Paul Tirésias Augustin Simon Sam (May 15, 1835 – May 11, 1916) was the President of Haiti from 31 March 1896 to 12 May 1902. He resigned the presidency just before completing his six-year term.

Biography
Born in the year 1835, Tirésias Simon Sam was a well-received politician and he rose to become the country's president in the year 1896. Sam resigned before completion of his presidential term. His political popularity has seen several postage stamps in Haiti bear his likeness. There were reports that Victoire Jean-Baptiste, the president's mistress, had much influence on his leadership.

According to the constitution of Haiti, Sam was elected as the new Haitian President, a week after his predecessor Hyppolite died. Sam was instituted by the National Assembly which held a meeting in Port-au-Prince on 31 March 1896. Before the new position, Sam was the Secretary of War for Haiti. His new term was to run for a period of seven years according to the Haitian constitution.

All the relevant people in governance had accepted the election of the new president. Sam was sworn in on 1 April 1896.

Despite humiliation and pressure from foreign authorities, especially the United States and Germany, Haiti remained calm during the reign of Sam.

Sam's predecessors had majored on infrastructure development, something that Sam embraced. During his governance a new structure to hold the country's Court of Justice was started in Port-au-Prince. New railways were constructed to connect major towns to the Haitian capital. In 1900, Simon Sam's government signed a treaty with France for reciprocity. In 1902 the US also signed a treaty with Haiti on naturalization.

Concerning Sam's term in office, the Haitian General Assembly had misinterpreted the constitution. The issue had been published in local newspapers and was raising concerns. Whereas the National Assembly had declared that Sam was to remain in office until 15 May 1903 this was contrary to the Haitian constitution. According to the Constitution of Haiti, article 93 reads: "In case of the death, resignation, or dismissal of the President, his successor is appointed for seven years, and his power must always cease on 15 May, even if the seventh year of his term be not completed." This article was applicable to the presidential term of Simon Sam. His election was on 31 March 1896 and so he was supposed to leave the presidential seat on 15 May 1902.

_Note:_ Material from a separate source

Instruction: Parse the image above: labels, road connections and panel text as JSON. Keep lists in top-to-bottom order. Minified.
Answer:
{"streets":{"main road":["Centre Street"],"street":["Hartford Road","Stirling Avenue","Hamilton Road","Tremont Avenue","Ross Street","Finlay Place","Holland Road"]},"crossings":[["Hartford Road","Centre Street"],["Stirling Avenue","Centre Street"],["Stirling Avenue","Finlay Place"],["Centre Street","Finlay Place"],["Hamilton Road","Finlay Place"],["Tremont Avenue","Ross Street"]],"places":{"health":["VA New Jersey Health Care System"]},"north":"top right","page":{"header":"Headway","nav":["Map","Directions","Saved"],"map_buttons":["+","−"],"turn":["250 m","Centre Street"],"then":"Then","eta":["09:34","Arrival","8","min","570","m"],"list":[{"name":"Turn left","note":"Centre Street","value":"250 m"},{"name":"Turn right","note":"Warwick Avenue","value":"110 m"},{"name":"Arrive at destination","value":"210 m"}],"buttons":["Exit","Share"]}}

Sam wrote a letter of resignation to the Haitian National Assembly on 12 May 1902, three days before the constitutional expiry of his presidential term. He left Port-au-Prince the following day. After Sam's resignation, Haiti was left in the hands of an interim government that was led by General Boisrond Canal, a former head of state of the country. This provisional government was responsible for maintaining law and order before an election of a legal president.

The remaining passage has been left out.